▸ EXERCISE REQUIREMENTS: From the listing below, please restate exactly the lines beginning at the one with "Find all labels" and ending at the one with "Find all text", both included, and skip the pictures.

▸ EXTRACTED MATERIAL:
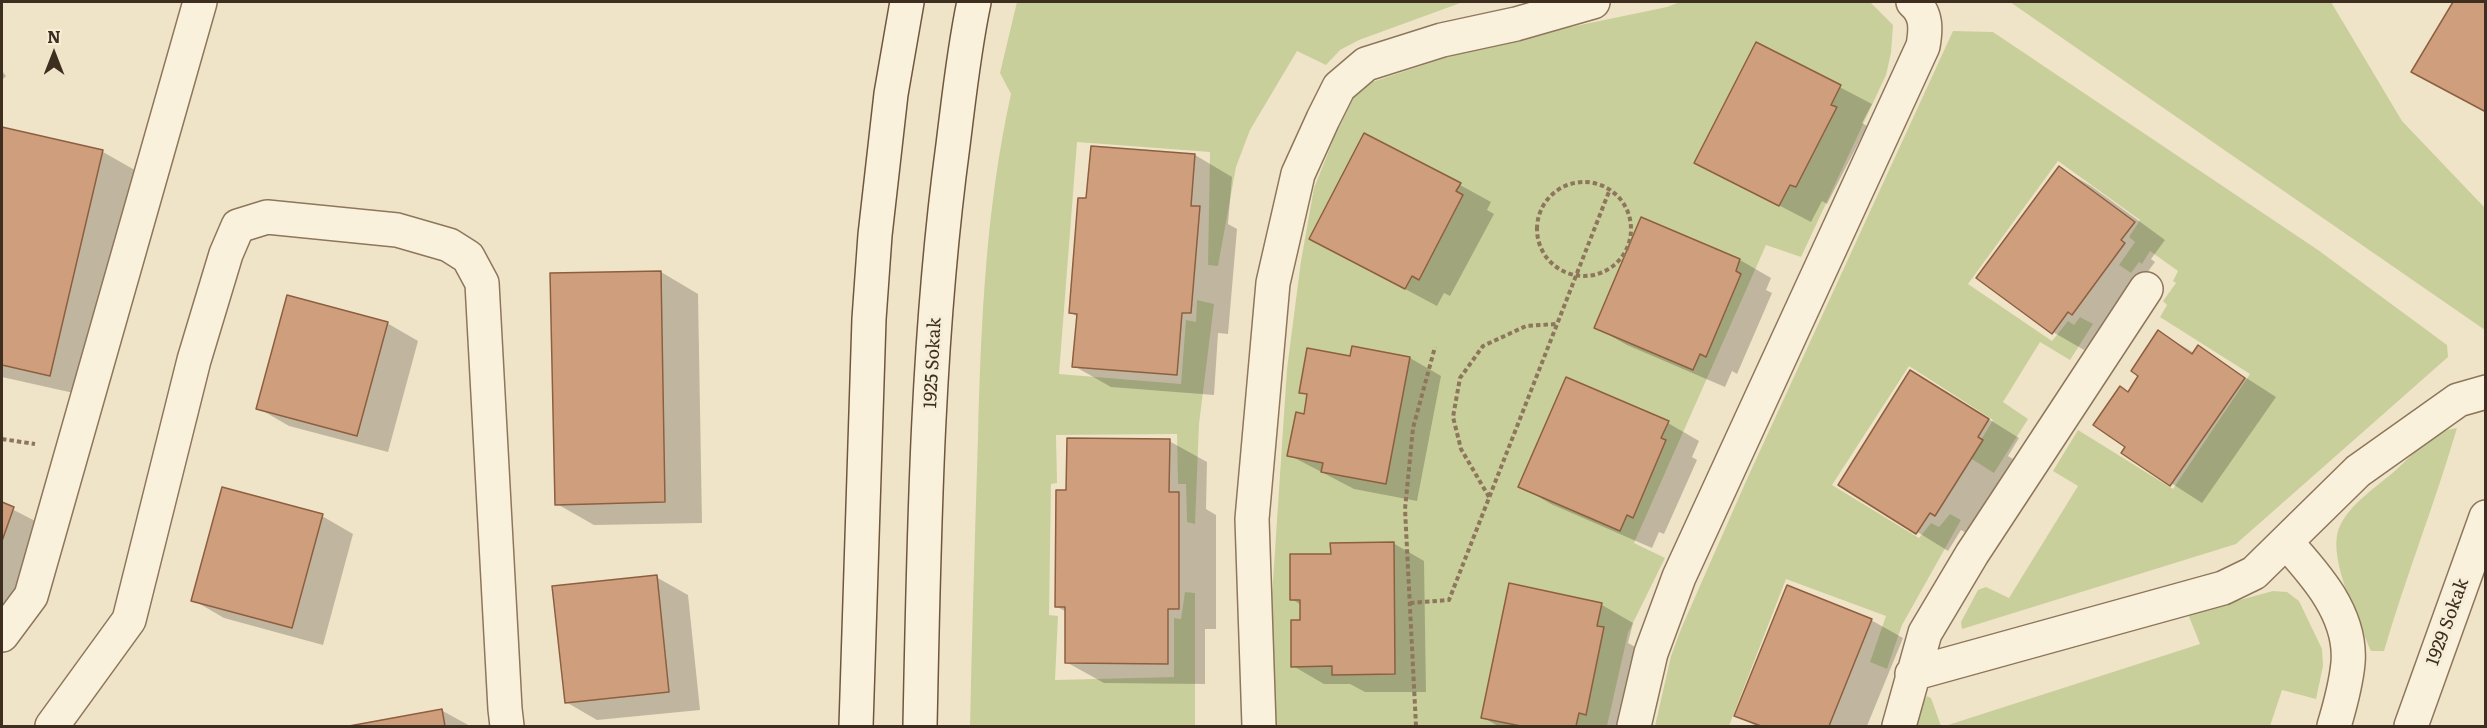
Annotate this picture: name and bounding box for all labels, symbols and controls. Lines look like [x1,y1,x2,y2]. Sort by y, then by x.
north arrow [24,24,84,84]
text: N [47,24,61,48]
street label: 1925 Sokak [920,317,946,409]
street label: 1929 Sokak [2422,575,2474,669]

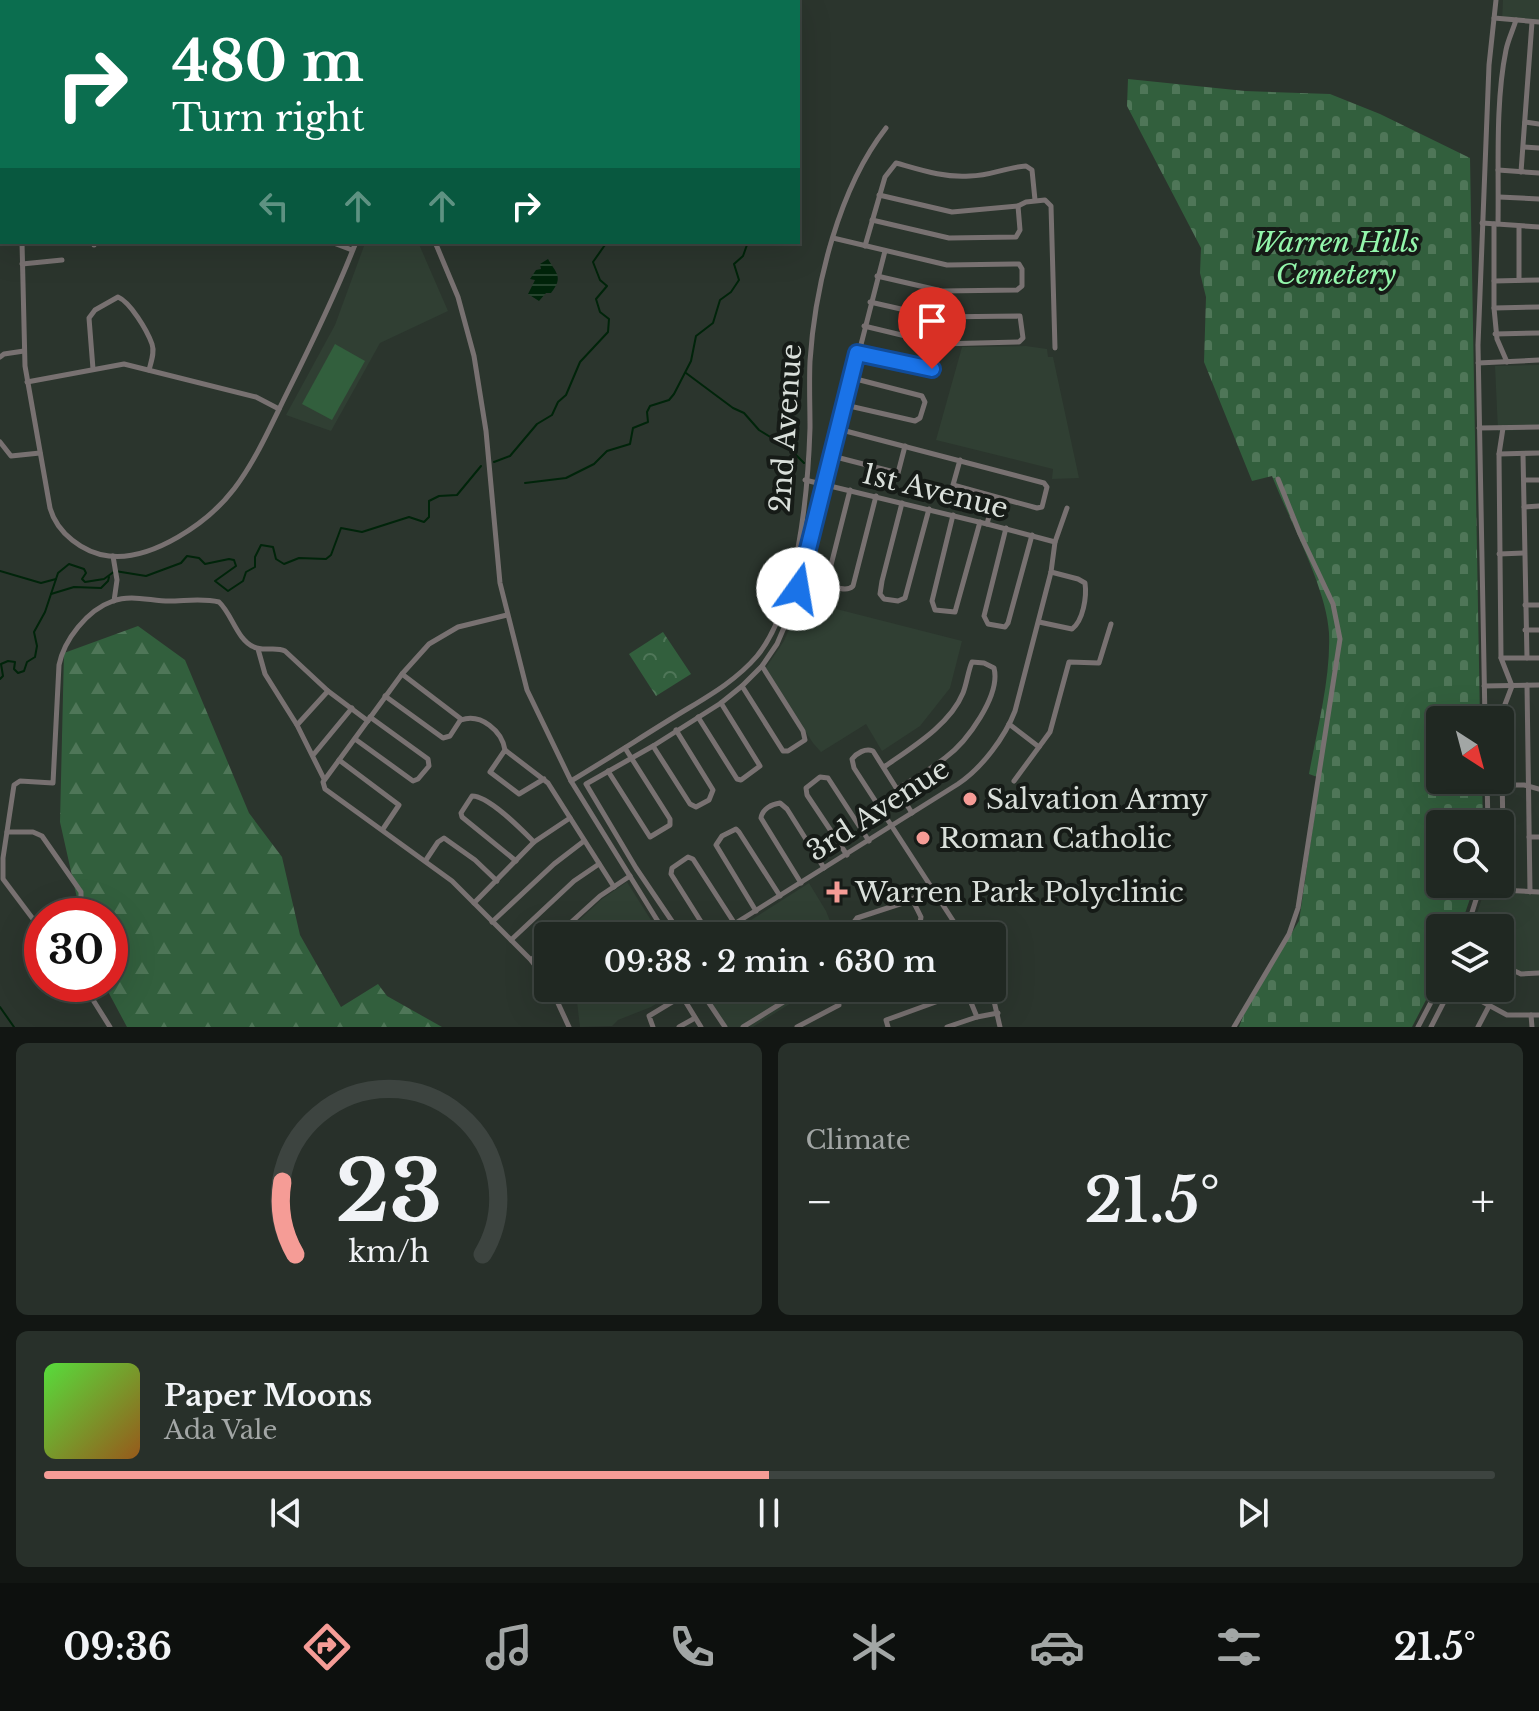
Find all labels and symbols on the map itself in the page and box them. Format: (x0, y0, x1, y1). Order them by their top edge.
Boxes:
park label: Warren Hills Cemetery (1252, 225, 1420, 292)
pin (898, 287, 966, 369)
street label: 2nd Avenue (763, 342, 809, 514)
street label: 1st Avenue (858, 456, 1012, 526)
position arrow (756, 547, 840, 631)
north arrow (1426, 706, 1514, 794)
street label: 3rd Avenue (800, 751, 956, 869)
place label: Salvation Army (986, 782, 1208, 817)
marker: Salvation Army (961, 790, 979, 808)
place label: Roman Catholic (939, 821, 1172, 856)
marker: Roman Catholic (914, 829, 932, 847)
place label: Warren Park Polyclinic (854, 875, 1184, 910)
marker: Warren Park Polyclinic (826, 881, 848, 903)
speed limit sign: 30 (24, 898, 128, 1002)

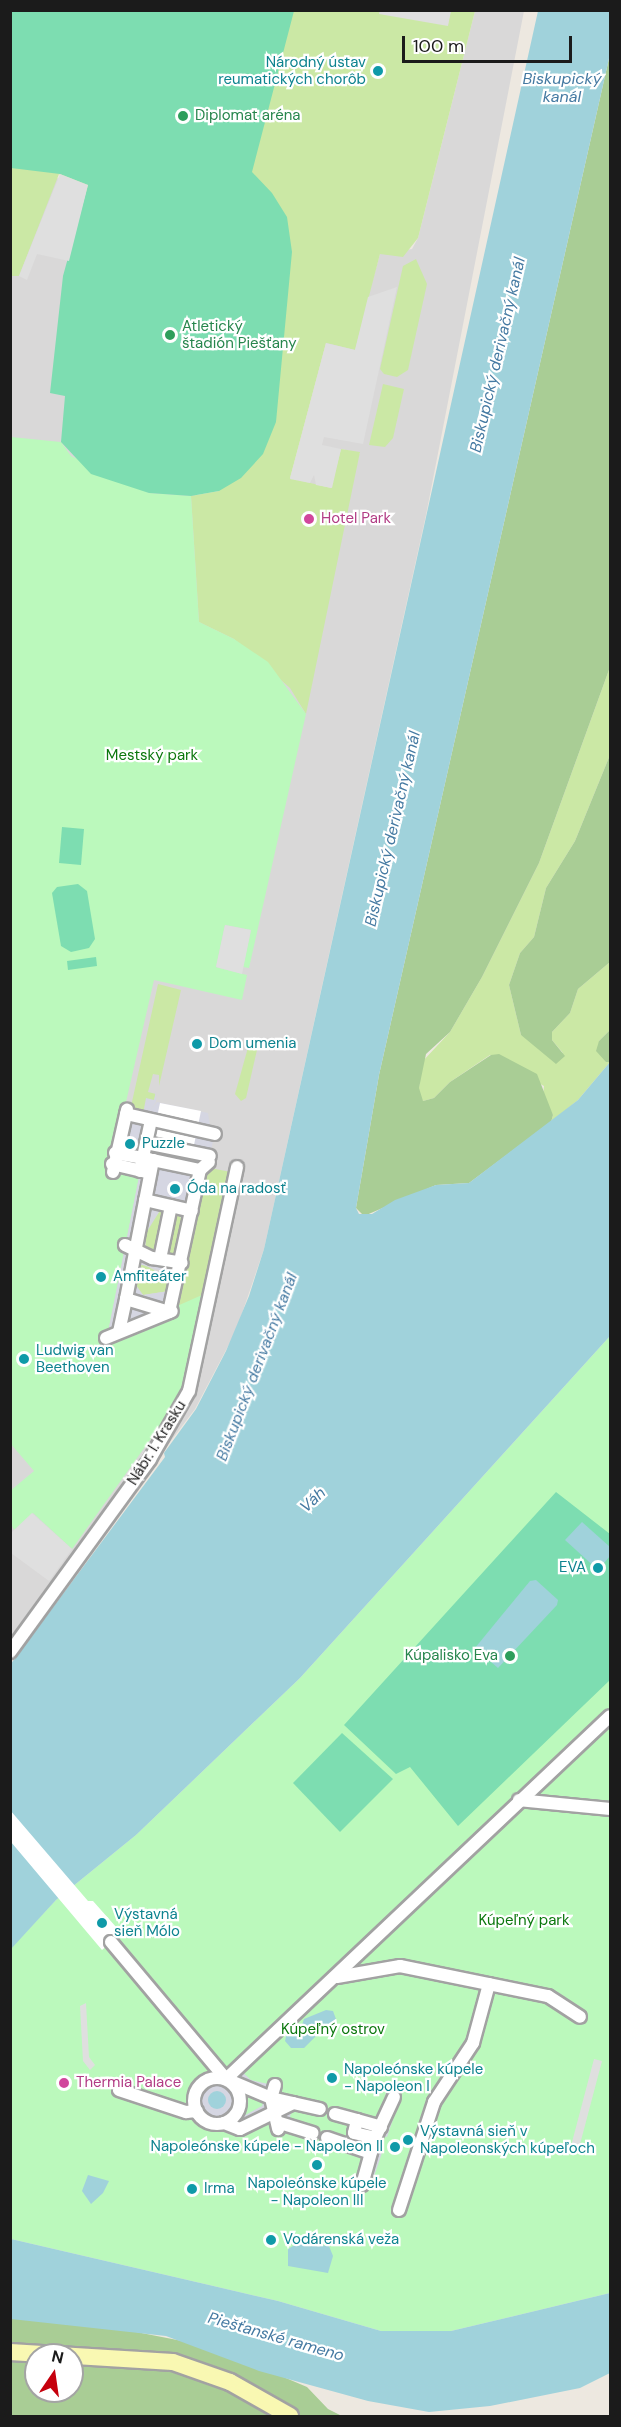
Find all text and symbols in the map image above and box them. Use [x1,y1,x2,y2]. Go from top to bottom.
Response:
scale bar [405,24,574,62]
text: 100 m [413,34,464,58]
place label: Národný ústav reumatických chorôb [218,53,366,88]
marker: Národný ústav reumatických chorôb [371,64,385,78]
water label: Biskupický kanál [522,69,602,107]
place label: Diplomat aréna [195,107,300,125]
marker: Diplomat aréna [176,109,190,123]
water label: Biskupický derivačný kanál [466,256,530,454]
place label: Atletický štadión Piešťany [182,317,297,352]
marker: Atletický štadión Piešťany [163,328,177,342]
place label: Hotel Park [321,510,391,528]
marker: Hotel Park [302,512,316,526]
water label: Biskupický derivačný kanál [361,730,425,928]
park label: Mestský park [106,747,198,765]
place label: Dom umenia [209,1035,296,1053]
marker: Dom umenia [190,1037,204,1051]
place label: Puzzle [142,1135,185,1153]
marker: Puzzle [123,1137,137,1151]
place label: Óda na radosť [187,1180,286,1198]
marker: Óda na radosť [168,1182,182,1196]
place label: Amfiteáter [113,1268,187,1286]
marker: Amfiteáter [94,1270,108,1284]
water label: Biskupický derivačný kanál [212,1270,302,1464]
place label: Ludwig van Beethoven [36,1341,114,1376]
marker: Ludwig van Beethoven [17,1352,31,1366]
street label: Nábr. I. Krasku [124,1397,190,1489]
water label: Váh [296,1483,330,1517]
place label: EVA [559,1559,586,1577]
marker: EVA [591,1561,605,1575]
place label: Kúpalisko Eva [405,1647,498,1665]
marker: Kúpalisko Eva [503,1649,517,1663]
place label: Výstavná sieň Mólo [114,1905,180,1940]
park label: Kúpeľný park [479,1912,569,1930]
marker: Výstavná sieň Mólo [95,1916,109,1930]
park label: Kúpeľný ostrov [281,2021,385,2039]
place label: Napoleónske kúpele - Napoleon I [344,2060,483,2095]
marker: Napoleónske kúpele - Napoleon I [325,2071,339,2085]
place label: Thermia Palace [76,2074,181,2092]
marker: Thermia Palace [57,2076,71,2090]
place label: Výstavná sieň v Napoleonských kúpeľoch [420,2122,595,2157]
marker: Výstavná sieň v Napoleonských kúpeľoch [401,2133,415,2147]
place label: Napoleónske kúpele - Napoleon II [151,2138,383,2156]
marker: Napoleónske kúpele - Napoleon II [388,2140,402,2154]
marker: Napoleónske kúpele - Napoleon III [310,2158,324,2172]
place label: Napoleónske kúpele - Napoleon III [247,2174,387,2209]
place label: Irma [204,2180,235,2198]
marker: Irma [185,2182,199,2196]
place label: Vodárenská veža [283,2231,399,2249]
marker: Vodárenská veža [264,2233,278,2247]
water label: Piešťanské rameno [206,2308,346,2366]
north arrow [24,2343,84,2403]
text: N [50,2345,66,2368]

▸ EXERCISE OUTPUT:
Find all labels and symbols on the map itself in the page and box them. Format: (x0, y0, x1, y1). Order them by their top edge.
Boxes:
park label: Warren Hills Cemetery (1252, 225, 1420, 292)
pin (898, 287, 966, 369)
street label: 2nd Avenue (763, 342, 809, 514)
street label: 1st Avenue (858, 456, 1012, 526)
position arrow (756, 547, 840, 631)
north arrow (1426, 706, 1514, 794)
street label: 3rd Avenue (800, 751, 956, 869)
place label: Salvation Army (986, 782, 1208, 817)
marker: Salvation Army (961, 790, 979, 808)
place label: Roman Catholic (939, 821, 1172, 856)
marker: Roman Catholic (914, 829, 932, 847)
place label: Warren Park Polyclinic (854, 875, 1184, 910)
marker: Warren Park Polyclinic (826, 881, 848, 903)
speed limit sign: 30 (24, 898, 128, 1002)

Find all text and symbols in the map image above and box them. Use [x1,y1,x2,y2]. Go from top to bottom.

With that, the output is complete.